Start of INPUT RECORDS
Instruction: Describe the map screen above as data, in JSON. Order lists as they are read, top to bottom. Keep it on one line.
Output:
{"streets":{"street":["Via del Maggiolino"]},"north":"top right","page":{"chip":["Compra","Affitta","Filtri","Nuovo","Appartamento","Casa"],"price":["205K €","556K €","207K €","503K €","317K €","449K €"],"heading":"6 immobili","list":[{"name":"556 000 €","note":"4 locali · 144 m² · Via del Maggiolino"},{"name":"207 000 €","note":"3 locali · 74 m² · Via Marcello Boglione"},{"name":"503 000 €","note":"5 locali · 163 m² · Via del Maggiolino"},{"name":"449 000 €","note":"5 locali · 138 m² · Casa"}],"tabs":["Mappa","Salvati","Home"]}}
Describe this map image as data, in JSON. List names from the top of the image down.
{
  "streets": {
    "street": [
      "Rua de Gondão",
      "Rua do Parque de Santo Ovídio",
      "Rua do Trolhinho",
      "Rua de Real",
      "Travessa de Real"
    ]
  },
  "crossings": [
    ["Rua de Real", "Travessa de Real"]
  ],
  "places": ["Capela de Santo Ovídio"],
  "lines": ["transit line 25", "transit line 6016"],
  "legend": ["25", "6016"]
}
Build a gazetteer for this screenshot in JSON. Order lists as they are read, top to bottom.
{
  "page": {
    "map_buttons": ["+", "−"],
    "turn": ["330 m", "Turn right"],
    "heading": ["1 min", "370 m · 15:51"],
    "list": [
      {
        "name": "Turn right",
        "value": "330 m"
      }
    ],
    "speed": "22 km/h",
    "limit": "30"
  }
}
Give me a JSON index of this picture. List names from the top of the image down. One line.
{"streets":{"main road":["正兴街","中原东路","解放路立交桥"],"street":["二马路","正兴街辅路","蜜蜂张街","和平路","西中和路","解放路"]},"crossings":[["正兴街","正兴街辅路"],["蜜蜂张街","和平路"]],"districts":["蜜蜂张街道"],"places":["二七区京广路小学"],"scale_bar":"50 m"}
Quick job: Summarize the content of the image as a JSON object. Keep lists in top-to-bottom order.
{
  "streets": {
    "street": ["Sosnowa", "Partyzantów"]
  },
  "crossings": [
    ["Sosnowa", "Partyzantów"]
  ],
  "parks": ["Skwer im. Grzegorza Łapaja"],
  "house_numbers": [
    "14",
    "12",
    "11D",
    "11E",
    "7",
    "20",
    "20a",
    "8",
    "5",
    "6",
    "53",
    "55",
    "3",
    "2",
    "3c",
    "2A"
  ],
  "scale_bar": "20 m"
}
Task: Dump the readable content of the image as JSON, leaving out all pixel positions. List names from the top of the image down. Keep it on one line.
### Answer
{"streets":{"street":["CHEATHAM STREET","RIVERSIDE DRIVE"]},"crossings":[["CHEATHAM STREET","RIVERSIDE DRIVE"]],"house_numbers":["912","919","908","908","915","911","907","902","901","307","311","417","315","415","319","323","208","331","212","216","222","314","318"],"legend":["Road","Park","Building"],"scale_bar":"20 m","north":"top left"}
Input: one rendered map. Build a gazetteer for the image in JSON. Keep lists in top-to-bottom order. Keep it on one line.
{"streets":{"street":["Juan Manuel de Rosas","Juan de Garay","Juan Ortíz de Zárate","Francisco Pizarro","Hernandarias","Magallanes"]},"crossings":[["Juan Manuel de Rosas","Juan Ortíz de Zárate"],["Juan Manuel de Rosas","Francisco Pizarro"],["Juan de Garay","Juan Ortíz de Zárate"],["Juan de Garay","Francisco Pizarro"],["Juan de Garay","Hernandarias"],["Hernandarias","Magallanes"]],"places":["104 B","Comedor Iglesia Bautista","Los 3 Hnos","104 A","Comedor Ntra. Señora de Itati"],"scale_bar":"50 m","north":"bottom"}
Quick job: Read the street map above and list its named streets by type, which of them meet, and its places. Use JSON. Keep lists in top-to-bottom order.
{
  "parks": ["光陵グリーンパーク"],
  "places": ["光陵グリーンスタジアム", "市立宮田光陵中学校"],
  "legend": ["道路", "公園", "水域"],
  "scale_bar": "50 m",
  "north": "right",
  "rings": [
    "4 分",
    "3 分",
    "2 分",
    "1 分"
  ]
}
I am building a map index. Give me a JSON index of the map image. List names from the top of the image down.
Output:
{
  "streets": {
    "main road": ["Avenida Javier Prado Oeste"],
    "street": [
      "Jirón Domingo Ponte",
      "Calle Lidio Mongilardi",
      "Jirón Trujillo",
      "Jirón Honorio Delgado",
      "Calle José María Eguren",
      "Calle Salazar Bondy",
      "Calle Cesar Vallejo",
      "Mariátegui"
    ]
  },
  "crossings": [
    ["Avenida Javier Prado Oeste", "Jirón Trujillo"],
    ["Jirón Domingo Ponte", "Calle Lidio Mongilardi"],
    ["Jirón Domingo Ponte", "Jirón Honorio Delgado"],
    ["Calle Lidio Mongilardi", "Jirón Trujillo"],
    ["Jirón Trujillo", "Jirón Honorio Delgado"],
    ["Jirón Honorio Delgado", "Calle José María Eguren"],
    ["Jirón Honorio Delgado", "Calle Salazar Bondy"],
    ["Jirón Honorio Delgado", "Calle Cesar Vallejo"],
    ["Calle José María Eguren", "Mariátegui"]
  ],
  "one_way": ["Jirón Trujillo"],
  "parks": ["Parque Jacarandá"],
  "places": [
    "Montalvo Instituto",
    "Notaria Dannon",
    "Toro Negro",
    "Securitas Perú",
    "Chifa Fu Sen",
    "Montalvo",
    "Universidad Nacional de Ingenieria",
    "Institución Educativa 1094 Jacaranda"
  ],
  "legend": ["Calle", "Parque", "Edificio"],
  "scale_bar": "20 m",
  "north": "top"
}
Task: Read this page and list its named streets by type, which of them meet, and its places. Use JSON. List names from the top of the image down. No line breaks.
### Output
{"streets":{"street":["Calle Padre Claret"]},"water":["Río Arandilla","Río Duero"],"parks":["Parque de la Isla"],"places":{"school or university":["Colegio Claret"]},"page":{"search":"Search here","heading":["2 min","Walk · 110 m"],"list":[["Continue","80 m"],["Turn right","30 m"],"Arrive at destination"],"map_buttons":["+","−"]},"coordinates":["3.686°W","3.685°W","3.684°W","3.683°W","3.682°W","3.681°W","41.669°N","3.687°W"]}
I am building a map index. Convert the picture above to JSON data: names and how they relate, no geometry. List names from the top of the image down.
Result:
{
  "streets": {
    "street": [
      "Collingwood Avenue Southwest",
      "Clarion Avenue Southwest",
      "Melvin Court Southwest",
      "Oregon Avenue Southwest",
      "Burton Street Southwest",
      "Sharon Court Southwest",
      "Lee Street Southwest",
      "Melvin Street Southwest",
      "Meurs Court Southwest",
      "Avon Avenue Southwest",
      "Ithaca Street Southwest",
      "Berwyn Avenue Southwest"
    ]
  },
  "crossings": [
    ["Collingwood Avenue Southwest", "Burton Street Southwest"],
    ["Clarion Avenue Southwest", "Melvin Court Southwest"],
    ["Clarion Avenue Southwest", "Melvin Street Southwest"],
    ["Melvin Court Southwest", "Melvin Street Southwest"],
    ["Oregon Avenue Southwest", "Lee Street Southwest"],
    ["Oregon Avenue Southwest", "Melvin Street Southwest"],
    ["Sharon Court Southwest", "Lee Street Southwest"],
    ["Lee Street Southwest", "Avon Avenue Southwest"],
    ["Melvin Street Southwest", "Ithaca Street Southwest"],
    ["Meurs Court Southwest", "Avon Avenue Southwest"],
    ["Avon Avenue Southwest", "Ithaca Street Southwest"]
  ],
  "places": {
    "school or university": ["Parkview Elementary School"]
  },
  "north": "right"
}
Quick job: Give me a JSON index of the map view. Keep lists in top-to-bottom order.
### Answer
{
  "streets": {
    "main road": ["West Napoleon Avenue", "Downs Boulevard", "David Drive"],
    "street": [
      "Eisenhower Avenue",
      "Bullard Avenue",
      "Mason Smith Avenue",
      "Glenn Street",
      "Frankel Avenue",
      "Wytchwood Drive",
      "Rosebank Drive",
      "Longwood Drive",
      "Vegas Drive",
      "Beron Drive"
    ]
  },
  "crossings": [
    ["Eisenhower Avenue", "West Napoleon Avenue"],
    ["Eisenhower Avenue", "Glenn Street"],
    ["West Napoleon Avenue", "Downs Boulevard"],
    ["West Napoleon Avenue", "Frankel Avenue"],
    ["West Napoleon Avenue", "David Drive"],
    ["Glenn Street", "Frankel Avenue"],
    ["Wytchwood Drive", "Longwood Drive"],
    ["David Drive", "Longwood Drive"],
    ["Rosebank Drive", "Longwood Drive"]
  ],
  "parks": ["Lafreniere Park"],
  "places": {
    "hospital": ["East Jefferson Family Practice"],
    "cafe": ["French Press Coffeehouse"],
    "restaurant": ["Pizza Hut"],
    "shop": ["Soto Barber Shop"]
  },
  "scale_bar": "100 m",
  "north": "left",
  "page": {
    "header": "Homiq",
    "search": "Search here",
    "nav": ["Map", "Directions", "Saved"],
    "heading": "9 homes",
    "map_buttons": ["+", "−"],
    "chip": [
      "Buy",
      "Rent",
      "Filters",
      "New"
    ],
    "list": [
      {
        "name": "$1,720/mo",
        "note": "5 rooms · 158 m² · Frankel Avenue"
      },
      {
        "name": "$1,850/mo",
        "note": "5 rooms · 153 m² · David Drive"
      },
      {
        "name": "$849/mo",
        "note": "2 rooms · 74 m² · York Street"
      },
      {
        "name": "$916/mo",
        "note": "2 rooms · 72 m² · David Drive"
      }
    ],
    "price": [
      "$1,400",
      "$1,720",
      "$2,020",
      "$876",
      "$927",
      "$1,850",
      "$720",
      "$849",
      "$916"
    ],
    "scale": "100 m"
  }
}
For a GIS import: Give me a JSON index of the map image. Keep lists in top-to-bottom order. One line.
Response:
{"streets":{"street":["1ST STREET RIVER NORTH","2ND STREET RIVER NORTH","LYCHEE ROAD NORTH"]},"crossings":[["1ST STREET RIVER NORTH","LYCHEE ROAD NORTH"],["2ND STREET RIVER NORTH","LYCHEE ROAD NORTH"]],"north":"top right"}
End of INPUT RECORDS
TO DO. For the string "Task", search the preceding data and copy every line that includes it.

EXERCISE RESULT.
Task: Dump the readable content of the image as JSON, leaving out all pixel positions. List names from the top of the image down. Keep it on one line.
Task: Read this page and list its named streets by type, which of them meet, and its places. Use JSON. List names from the top of the image down. No line breaks.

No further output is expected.